JOÃO 1- Tenho a sensação de que não nos querem vivos. Parece que acham que nossos passos devem seguir sempre a mesma direção, às vezes me sinto cansado.

JOÃO 2- Eu sei, irmão. Somos irmãos de cor, de corpo e de alma. Estamos juntos! Nem eu te deixo perder a esperança, nem eu deixo você, pode ser?

JOÃO 1- Combinado!

JOÃO 2- Aí você sabe que eu gosto de cantar uns raps e tudo mais, te falei, né? Pois antes de dormir, me veio um inteirinho na minha cabeça, curte?

JOÃO 1- Manda aí!

João 2 canta um rap (composição alunos).

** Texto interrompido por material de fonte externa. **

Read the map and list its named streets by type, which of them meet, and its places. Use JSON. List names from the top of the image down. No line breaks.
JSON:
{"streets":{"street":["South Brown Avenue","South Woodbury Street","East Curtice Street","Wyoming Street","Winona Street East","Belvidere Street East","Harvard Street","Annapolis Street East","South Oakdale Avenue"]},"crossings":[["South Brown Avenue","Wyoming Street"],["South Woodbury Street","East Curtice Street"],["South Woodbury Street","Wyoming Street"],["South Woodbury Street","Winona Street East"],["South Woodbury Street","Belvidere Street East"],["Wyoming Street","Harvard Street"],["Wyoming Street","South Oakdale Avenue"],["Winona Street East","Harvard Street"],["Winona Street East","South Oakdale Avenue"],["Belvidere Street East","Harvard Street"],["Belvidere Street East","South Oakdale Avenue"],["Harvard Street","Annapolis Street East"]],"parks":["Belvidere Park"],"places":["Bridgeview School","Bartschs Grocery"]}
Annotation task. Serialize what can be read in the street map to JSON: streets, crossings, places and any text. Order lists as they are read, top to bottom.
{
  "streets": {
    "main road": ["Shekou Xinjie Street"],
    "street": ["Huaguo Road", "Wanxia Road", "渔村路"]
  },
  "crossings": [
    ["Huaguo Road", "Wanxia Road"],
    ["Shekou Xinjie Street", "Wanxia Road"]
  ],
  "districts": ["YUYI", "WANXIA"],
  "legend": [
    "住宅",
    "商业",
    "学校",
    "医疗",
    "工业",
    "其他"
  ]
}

A direção pode optar por uma poesia cantada.

JOÃO 2- Maneiro!

Ouve-se um barulho de uma janela de ferro se abrindo.

VOZ- João dos Santos!

JOÃO 1- Me chamaram!

VOZ- Bora logo, rapaz, estão te chamando na sala da direção.

JOÃO 2- Será que você será solto?

JOÃO 1- Não sei, cara!

JOÃO 2- Se você for, procure minha mãe, dona Conceição (falar um endereço decidido pela direção). Diz que tô aqui e espero sair logo.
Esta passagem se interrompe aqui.